If your child is on your private health insurance policy (i.e., the family plan you have through your employer), the good news is that she should be covered through age 25, so long as she is still your “dependent,” meaning that she receives over one half of her financial support from you.  After 25, if she is not employed, you will probably need to look at MassHealth. 

On the other hand, if your child has been on MassHealth as a minor, her current coverage will end somewhere between 18 – 22, depending on which program she has been enrolled in.  The good news here is that there are several MassHealth programs that she can switch over to as an adult.  

A word of warning – there are many different MassHealth programs, and they each of different enrollment criteria.  The enrollment process itself is long, tedious, and frustrating.  (If you’ve dealt with MassHealth in the past, you already know this.)  So if you are planning to enroll your child in MassHealth as an adult, get started on that process early.  Record-keeping is critical.  Keep all receipts related to medical care and medical purchases (doctor’s visits, prescriptions, equipment, even the little things from the pharmacy). 

The Boston Children’s Hospital and the Boston Bar Association wrote a good guide on this topic, see chapter 7 here

MassHealth (Medicaid) Programs for Kids

February 4, 2009

Some children don’t have private health insurance coverage through their parents, as a matter of fact, lots of kids – one in four Massachusetts children is on MassHealth (Medicaid). 

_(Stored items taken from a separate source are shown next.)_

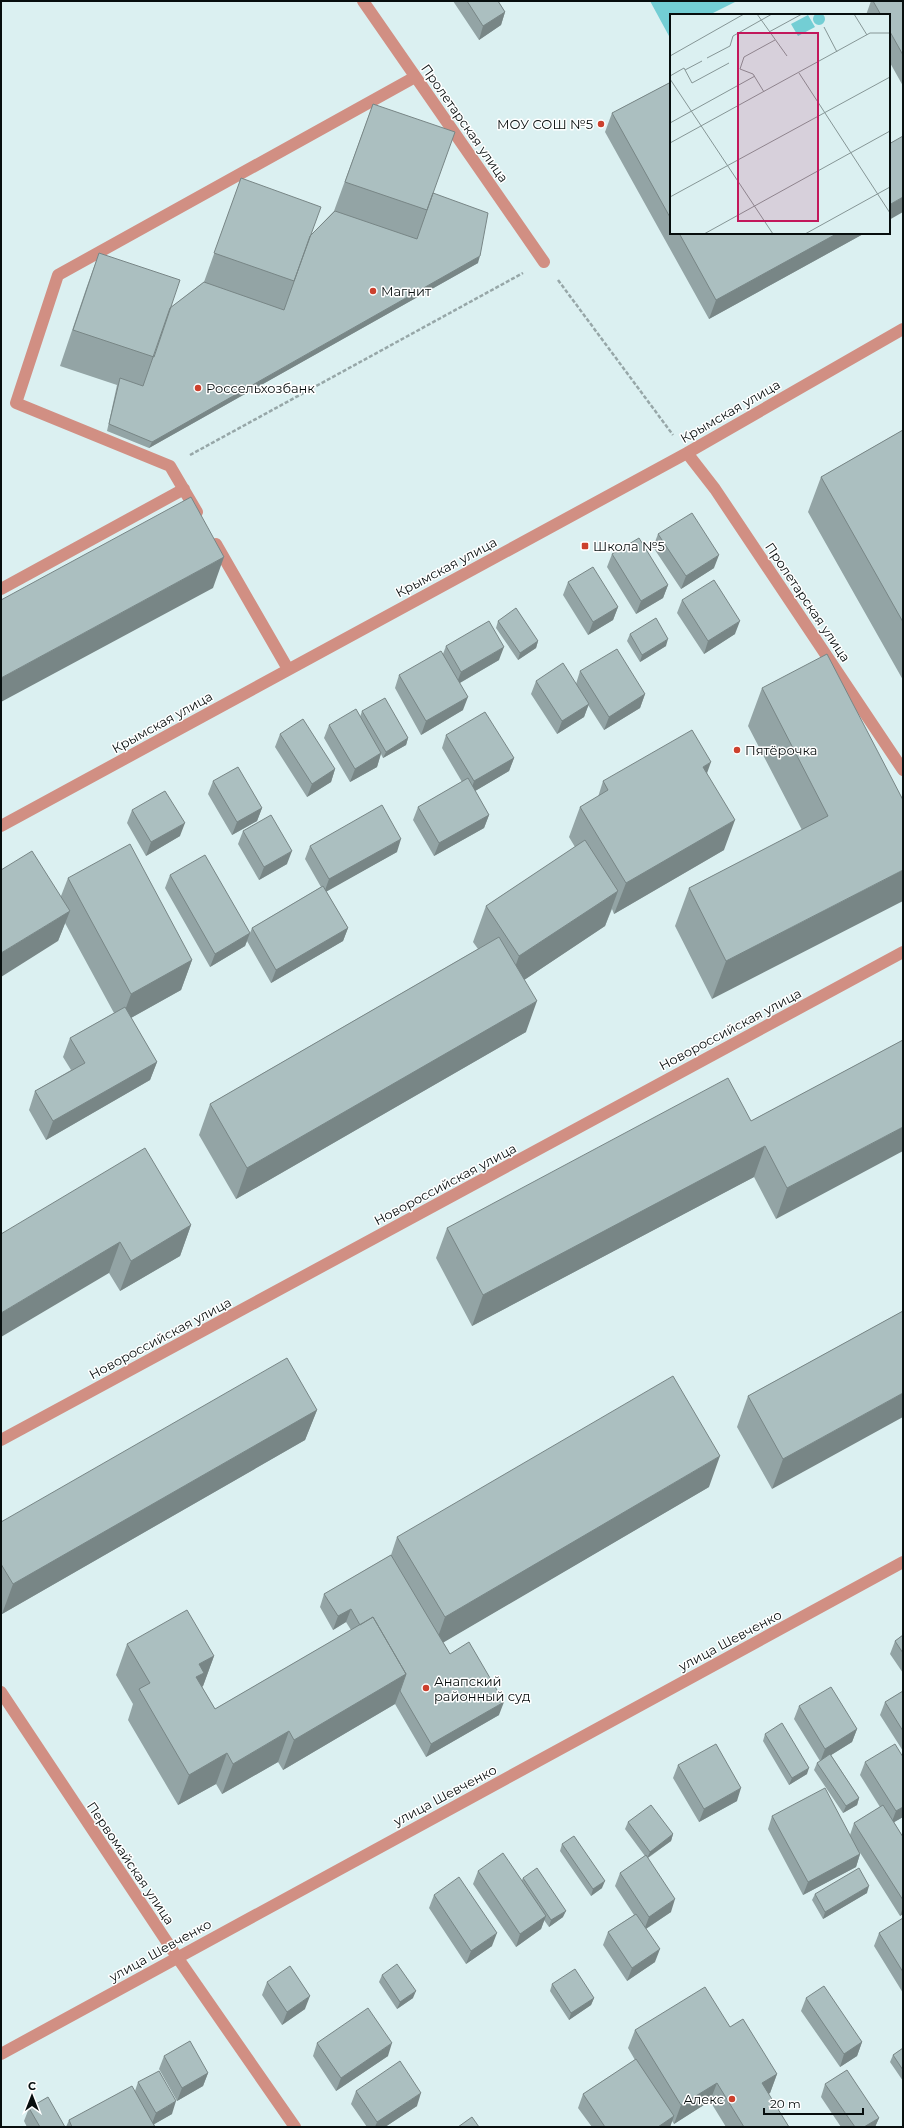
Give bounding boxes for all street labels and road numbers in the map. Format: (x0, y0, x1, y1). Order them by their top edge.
street label: Пролетарская улица (418, 61, 512, 185)
street label: Крымская улица (677, 376, 783, 446)
street label: Крымская улица (393, 534, 499, 600)
street label: Пролетарская улица (762, 539, 854, 665)
street label: Крымская улица (109, 688, 215, 756)
street label: Новороссийская улица (656, 985, 804, 1073)
street label: Новороссийская улица (371, 1140, 519, 1228)
street label: Новороссийская улица (86, 1294, 234, 1382)
street label: улица Шевченко (675, 1606, 784, 1674)
street label: улица Шевченко (390, 1761, 499, 1829)
street label: Первомайская улица (84, 1798, 178, 1928)
street label: улица Шевченко (105, 1915, 214, 1985)

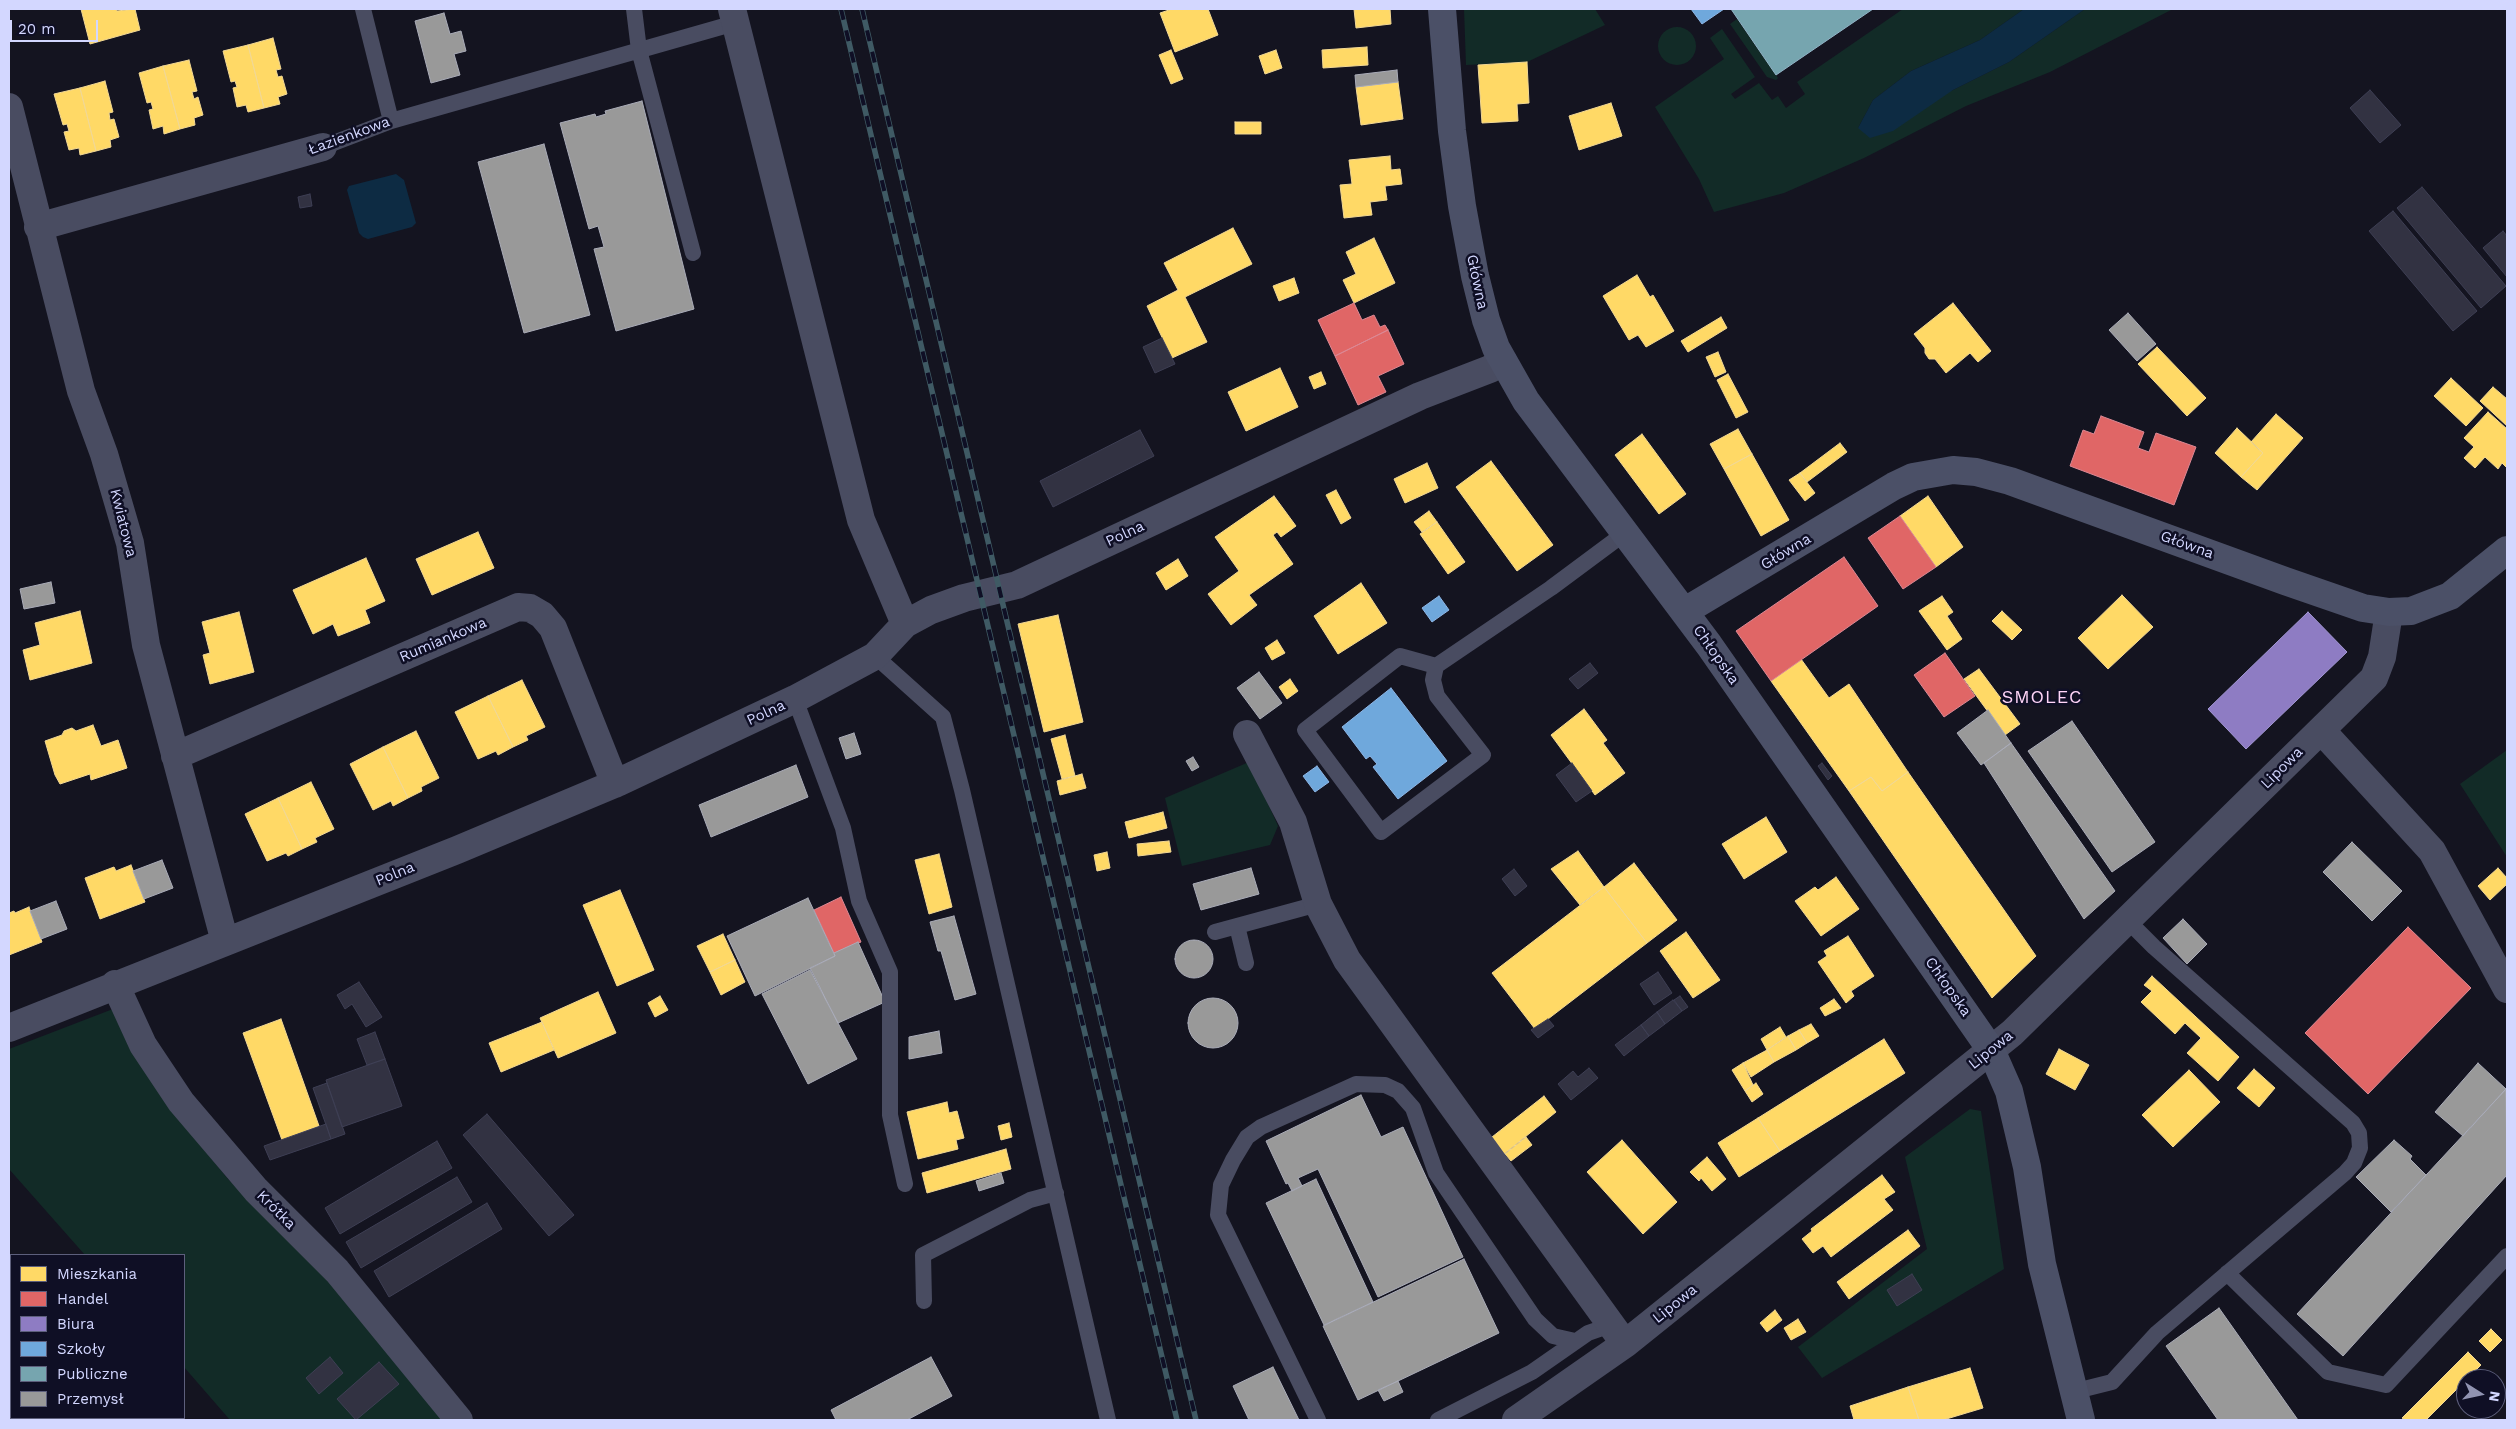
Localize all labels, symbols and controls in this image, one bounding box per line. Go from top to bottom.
scale bar [12,10,100,42]
text: 20 m [18,20,56,38]
street label: Łazienkowa [306,113,392,159]
street label: Główna [1462,253,1492,311]
street label: Kwiatowa [106,487,140,559]
street label: Polna [1103,517,1147,551]
street label: Główna [2158,527,2216,563]
street label: Główna [1758,530,1814,574]
street label: Rumiankowa [397,614,489,666]
street label: Chłopska [1689,622,1743,688]
district label: SMOLEC [2001,687,2083,709]
street label: Polna [744,696,788,730]
street label: Lipowa [2257,743,2307,793]
street label: Polna [373,858,417,890]
street label: Chłopska [1921,954,1975,1020]
street label: Lipowa [1965,1027,2017,1073]
street label: Krótka [253,1187,299,1233]
legend [10,1254,185,1419]
text: Mieszkania [57,1265,137,1283]
street label: Lipowa [1649,1281,1701,1327]
text: Handel [57,1290,108,1308]
text: Biura [57,1315,94,1333]
text: Szkoły [57,1340,105,1358]
text: Publiczne [57,1365,128,1383]
north arrow [2456,1369,2506,1419]
text: Przemysł [57,1390,124,1408]
text: N [2486,1390,2504,1403]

Applying for MassHealth is very confusing – there are several programs, they each have different enrollment criteria, and they provide different levels of coverage.  Check out this guide, produced by Children’s Hospital and the Boston Bar Association – chapter 3.  Scroll down to page 10 for a good overview of several different MassHealth programs.  The guide is written for parents of kids with mental health issues, but the insurance chapter applies to all kids.  

Being Paid to Care for Your Parents

January 28, 2009

As their parents have needed increased hands-on care and errand-running, many “Boomers” have been squeezed trying to juggle caring for their parents and performing well at work.  Our current economy has produced a mixed blessing for some – lost jobs means time to address their parents’ needs, but without economic security.

One solution is a “caregiver contract.”  This is a written agreement between the parents and the adult children, laying out tasks the child will perform and a rate of pay.  Set up along with worker’s compensation and the usual payroll deductions, this provides an income stream to the caregiver while giving the parent what most elders want – being cared for by her own family.  Only an elder law attorney familiar with the ever-changing rules of Medicaid should draft a caregiver contract, so that it will protect the elder in the event she needs nursing home care in the future.  If not done correctly, a caregiving arrangement can result in a later denial of MassHealth nursing home benefits.